-- TASK MATERIAL follows --

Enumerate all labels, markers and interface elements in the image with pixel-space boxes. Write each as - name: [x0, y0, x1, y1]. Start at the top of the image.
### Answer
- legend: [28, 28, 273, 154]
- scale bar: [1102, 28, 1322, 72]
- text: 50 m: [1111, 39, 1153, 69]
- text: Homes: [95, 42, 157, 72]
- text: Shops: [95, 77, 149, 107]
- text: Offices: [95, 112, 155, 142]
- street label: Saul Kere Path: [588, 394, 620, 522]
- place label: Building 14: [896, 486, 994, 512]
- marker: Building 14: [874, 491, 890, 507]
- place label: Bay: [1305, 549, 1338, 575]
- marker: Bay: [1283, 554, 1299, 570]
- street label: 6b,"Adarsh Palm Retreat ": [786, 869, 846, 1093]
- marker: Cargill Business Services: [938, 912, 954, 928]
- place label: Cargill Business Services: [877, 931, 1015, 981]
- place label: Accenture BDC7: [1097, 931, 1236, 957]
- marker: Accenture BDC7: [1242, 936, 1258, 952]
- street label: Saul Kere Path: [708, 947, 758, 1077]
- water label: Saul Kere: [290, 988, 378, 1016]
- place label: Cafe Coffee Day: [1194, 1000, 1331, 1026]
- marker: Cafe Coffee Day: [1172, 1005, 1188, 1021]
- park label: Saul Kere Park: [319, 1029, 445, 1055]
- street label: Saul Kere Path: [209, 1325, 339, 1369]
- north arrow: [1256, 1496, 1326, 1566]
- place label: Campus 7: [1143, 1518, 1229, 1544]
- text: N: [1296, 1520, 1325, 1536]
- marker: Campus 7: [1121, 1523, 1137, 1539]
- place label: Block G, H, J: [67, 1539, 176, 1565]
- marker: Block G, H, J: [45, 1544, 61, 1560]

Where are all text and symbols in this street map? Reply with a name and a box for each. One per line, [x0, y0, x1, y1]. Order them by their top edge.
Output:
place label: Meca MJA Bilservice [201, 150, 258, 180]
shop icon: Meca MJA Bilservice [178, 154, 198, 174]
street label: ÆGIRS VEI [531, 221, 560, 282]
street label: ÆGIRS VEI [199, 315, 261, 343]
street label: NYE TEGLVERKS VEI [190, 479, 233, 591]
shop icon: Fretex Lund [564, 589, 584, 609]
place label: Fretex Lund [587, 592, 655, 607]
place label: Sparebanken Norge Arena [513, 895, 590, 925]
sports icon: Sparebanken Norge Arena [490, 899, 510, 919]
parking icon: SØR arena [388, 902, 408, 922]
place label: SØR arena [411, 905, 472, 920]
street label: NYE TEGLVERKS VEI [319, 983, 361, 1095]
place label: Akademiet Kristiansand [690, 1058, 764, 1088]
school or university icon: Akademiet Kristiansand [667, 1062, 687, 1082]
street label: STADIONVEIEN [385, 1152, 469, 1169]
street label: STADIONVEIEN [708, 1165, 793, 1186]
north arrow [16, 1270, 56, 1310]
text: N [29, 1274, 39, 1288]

-- TASK MATERIAL concluded --
-- TASK MATERIAL follows --

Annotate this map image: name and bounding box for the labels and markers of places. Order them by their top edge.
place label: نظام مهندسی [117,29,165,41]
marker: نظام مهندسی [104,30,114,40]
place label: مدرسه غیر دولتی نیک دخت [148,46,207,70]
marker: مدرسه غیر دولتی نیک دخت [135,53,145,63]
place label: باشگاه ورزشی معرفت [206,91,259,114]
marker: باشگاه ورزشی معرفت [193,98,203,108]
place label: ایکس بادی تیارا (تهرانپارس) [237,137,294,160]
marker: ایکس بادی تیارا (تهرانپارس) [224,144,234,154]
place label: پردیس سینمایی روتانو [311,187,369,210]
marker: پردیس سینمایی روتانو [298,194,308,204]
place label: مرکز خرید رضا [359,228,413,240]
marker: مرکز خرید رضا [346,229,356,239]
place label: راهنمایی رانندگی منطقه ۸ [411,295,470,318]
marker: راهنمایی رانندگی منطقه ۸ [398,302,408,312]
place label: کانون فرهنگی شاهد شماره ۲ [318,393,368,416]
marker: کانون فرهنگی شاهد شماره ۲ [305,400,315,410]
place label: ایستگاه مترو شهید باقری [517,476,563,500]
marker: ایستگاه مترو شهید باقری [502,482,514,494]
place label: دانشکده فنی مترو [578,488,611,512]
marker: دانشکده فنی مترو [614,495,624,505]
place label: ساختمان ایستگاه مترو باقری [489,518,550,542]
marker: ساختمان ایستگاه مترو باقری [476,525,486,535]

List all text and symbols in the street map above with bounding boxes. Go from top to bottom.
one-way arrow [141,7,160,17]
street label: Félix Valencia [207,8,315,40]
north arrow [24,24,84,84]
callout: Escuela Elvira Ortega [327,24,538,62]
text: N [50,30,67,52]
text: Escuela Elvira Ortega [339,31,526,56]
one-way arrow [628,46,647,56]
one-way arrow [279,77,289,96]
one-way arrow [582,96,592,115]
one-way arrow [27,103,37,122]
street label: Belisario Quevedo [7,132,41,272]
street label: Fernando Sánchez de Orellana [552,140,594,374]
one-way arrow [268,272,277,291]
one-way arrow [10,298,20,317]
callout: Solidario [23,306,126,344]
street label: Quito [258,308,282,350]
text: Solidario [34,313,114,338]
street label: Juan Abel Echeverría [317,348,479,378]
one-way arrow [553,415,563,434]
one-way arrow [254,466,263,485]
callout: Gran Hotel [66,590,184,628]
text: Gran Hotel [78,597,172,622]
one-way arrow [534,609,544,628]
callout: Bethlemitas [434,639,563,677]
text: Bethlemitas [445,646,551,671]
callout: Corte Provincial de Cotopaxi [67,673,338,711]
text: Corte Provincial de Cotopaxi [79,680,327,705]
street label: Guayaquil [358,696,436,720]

-- TASK MATERIAL concluded --
-- TASK MATERIAL follows --

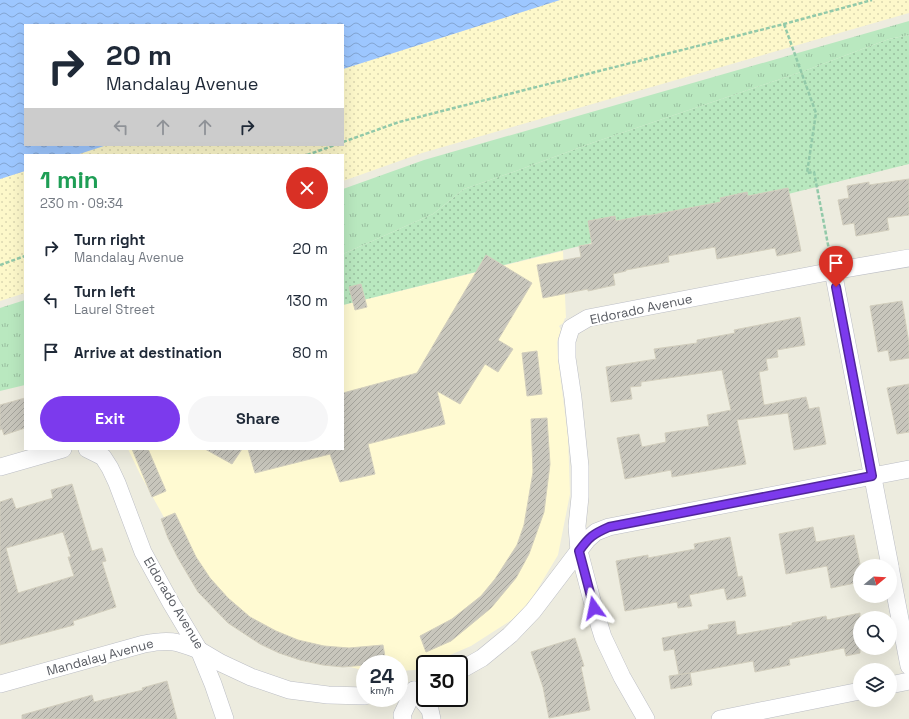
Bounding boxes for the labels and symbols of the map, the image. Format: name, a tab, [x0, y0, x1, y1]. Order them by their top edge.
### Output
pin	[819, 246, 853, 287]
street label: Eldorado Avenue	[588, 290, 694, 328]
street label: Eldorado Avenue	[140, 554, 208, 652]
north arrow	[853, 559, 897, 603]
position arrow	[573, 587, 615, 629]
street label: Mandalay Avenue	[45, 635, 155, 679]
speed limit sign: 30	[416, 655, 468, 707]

-- TASK MATERIAL concluded --

HOW TO COMPLETE THIS TASK »
State how many lines in the records above contain the word "each", and give only that number.

REPLY »
2